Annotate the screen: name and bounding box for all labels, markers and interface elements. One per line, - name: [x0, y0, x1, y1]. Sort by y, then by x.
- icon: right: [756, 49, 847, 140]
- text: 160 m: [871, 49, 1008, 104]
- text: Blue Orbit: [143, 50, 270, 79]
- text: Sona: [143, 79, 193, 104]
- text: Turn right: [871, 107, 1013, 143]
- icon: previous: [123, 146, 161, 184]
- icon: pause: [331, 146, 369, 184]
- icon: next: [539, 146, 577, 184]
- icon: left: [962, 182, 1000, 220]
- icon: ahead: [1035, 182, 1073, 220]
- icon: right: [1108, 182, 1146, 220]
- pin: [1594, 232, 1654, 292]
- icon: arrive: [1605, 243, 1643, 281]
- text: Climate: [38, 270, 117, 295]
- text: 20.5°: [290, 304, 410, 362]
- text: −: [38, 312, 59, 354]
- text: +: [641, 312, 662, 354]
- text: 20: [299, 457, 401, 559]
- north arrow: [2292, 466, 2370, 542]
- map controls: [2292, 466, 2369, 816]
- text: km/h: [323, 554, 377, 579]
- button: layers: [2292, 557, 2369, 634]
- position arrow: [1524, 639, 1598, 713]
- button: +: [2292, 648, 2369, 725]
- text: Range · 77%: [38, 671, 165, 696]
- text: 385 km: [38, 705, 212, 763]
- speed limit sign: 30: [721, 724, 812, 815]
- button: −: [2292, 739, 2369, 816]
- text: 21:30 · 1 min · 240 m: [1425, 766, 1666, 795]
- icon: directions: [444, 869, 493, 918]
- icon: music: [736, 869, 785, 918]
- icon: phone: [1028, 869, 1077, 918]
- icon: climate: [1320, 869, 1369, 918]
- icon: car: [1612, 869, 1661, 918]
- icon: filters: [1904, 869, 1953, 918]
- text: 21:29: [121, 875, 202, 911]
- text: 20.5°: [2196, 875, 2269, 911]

※

## TASK TO CARRY OUT
Where a line in the material above holds "button", copy that line.

## RESULT OF THE TASK
- button: layers: [2292, 557, 2369, 634]
- button: +: [2292, 648, 2369, 725]
- button: −: [2292, 739, 2369, 816]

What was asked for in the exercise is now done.